Thursday, June 14, 2012

Mahkota Dewa (Phaleria macrocarpa)

Trying to get healthier through herbs and fruits, is quite a recent thing. Over these years we are introduced to new plants proven beneficial to health. Most of them had in fact been grown and consumed without scientific endorsement by older generations. One of them is  Mahkota Dewa which is grown in my garden, originally a giveaway by Azmi in exchange of chili seedlings a couple of months ago.  I am trying to figure out what would be the eventual plant as it matures, how big would the flower be and the fruits. For the moment the plant is a foot height.


...........  my mahkota dewa  ...........



mahkota dewa

mahkota dewa


mahkota dewa




Mahkota Dewa (Macrocarpa phaleria)


(source:    Phaleria macrocarpa, The God's Crown - The Corroboree )

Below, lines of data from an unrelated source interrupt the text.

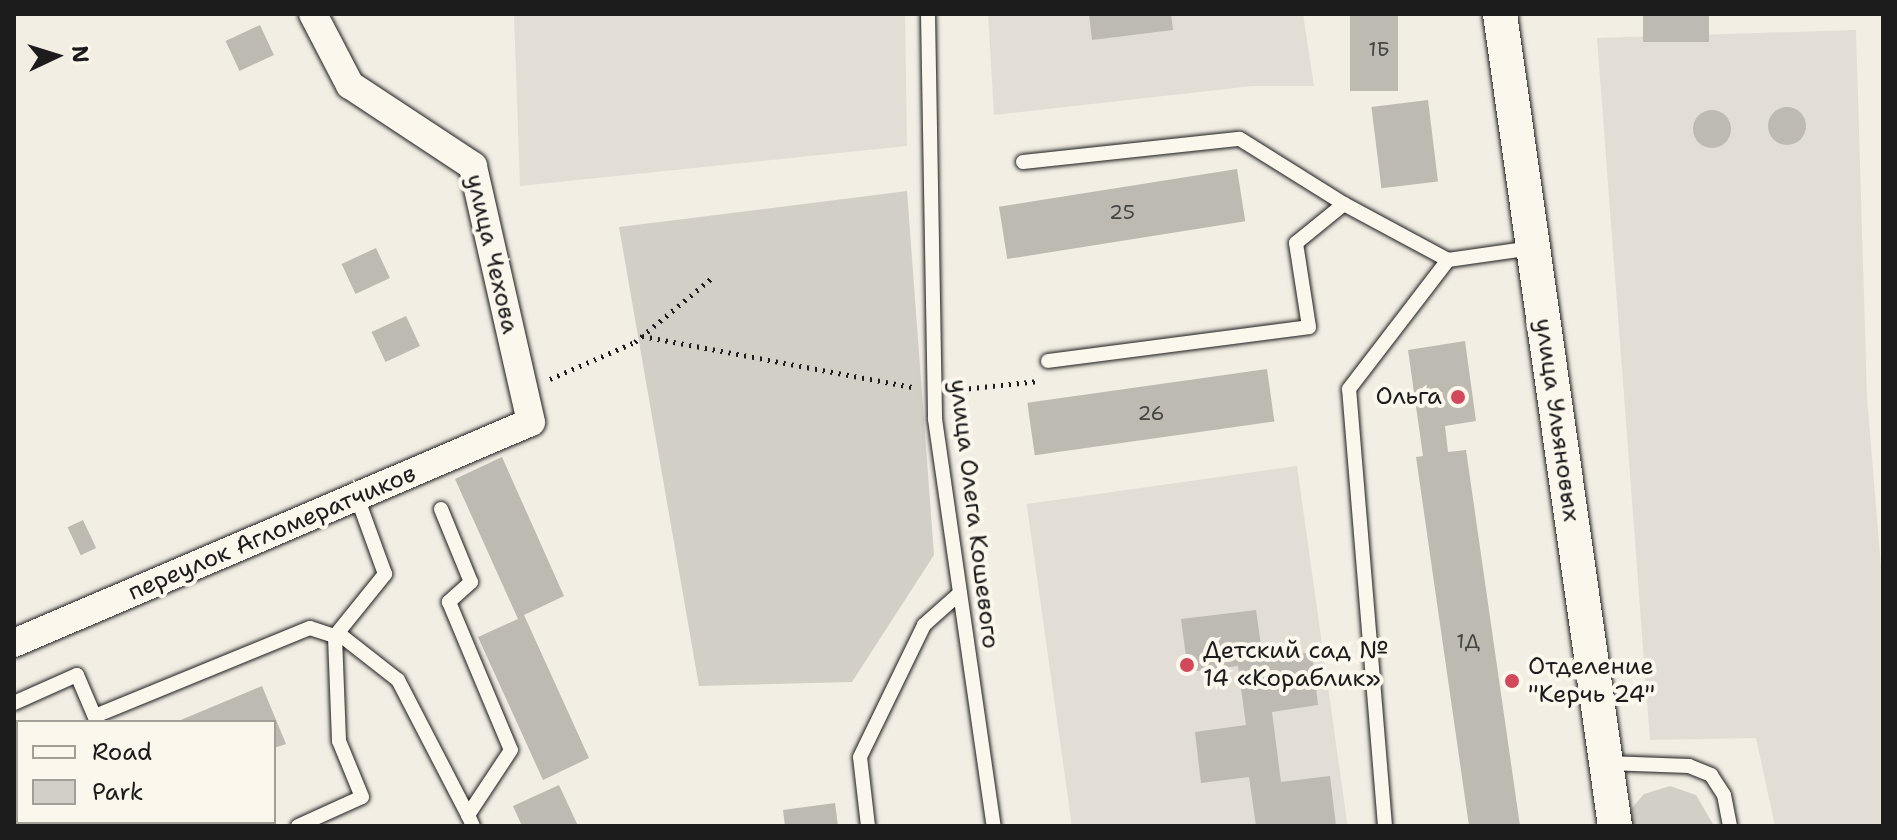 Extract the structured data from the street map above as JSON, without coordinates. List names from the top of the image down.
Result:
{
  "streets": {
    "street": ["улица Чехова", "улица Ульяновых", "переулок Агломератчиков"],
    "lane": ["улица Олега Кошевого"]
  },
  "crossings": [
    ["улица Чехова", "переулок Агломератчиков"]
  ],
  "places": ["Ольга", "Детский сад № 14 «Кораблик»", "Отделение \"Керчь 24\""],
  "house_numbers": [
    "1Б",
    "25",
    "26",
    "1Д"
  ],
  "legend": ["Road", "Park"],
  "north": "right"
} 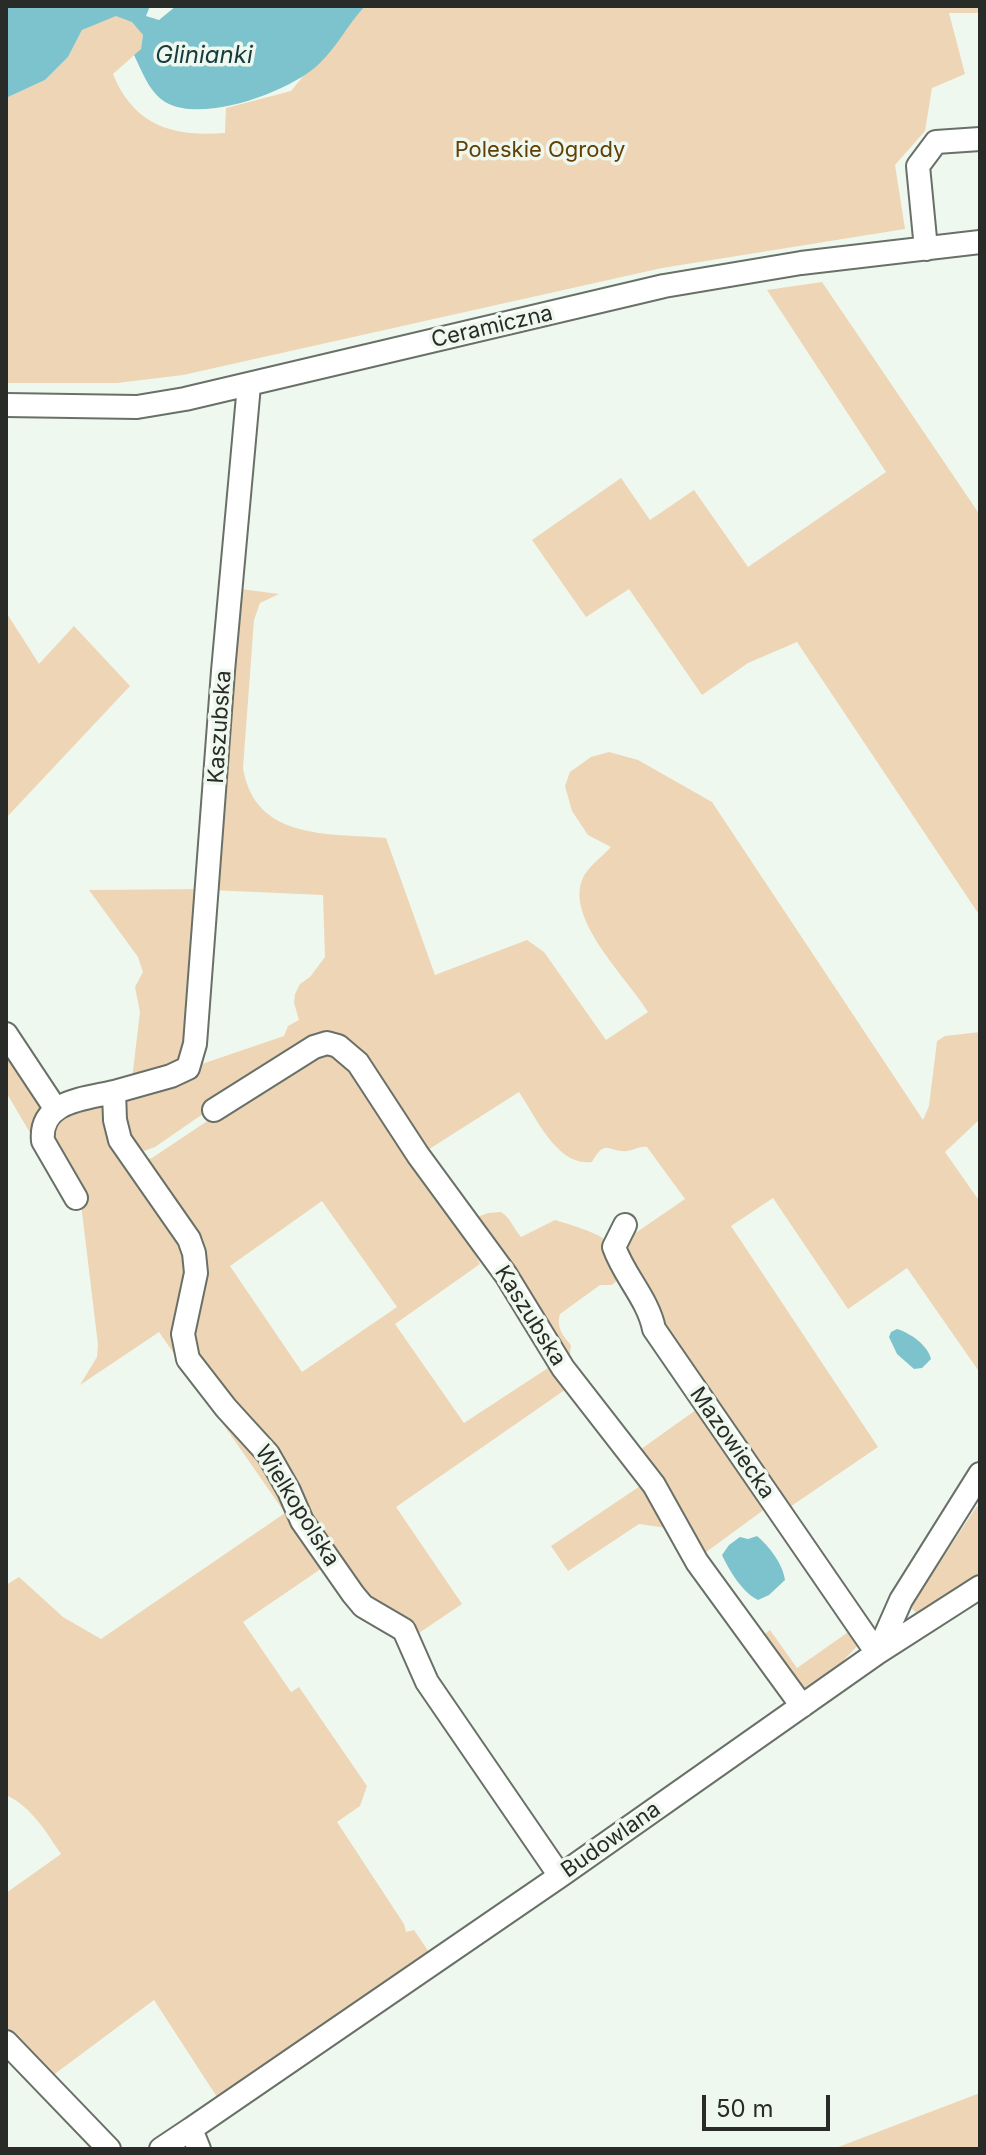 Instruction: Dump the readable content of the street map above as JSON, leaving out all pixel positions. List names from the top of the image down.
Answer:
{
  "streets": {
    "street": [
      "Ceramiczna",
      "Kaszubska",
      "Mazowiecka",
      "Wielkopolska",
      "Budowlana"
    ]
  },
  "crossings": [
    ["Ceramiczna", "Kaszubska"],
    ["Kaszubska", "Wielkopolska"],
    ["Kaszubska", "Budowlana"],
    ["Mazowiecka", "Budowlana"],
    ["Wielkopolska", "Budowlana"]
  ],
  "water": ["Glinianki"],
  "parks": ["Poleskie Ogrody"],
  "scale_bar": "50 m"
}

Mahkota Dewa (Macrocarpa phaleria) means 'God's Crown', a plant from the family of Thymelaeaceae. The name given to this fruit implies that it descends from heaven, as a benediction from divinity to help mankind. God's Crown is an indigenous plant from the island of Papua (Irian Jaya) located in the far east of the Indonesian archipelago. 

In Papua Nugini, which is situated in the east of Papua, more specifically in the area of Maprik about a 2.5 hour journey from the town of Wewak, a God's Crown tree was founded, about nine meters in height, bearing fruit on every branch. Some of the local residents when asked what Mahkota Dewa was used for, reported that the tree is only decorative and its fruit extremely poisonous. The same answer was given to another journalist from Kompas daily newspaper that happened to come across a similar tree in a village near Timika. It's quite ironic that the local people know nothing of this fruit that is currently being sourced by outsiders to heal many kinds of disease. 

Centuries ago samples of the Mahkota Dewa tree were once transported from the island of Papua by traditional Javanese medicine men and planted in the palace grounds of Solo and Jogyakarta. These men of wisdom had apparently developed a particular way of processing the poisonous fruit to make it a useful healing source. But knowledge of this medicine remained secret and age-old recipes were kept within the walls of the Javanese palaces for generations before news finally filtered out. The Javanese referred to this fruit as 'Makuto Dewo' and Chinese herbalists named it 'Pau', the patrimony drug. 

Now this plant is no longer the secret property of a wise circle of healers. Due to its economic value and medicinal benefits, many have started to cultivate the Mahkota Dewa in their home compounds. The tree grows with ease and does not require any special treatment or handling. It can grow in areas from 0 - 1000 meters above sea level; can reach 5 meters in height and effortlessly produces ample flowers that eventually develop as fruit.

After planting seeds it only takes one year before fragrant flowers appear that in due course transform into green coloured young fruit. In a maturing process the fruit then become a dazzling red tone in shapes that range from a ping-pong ball to apple size in appearance. For those not familiar with the Mahkota Dewa, its fruit can be quite alluring and flourishes within convenient reach all over the tree, down the trunk and the branch armpits.

The entire component of the crop, seeds, fruit, leaves and branches all contain medicinal properties. The Mahkota Dewa can be utilized as single drug and or mixed with other herbs to strengthen its effects and to neutralize its poison. Although Mahkota tastes rather sweet, it is most important to remember that it cannot be consumed direct or prior to medical processing. It is a highly poisonous plant that can be fatal. 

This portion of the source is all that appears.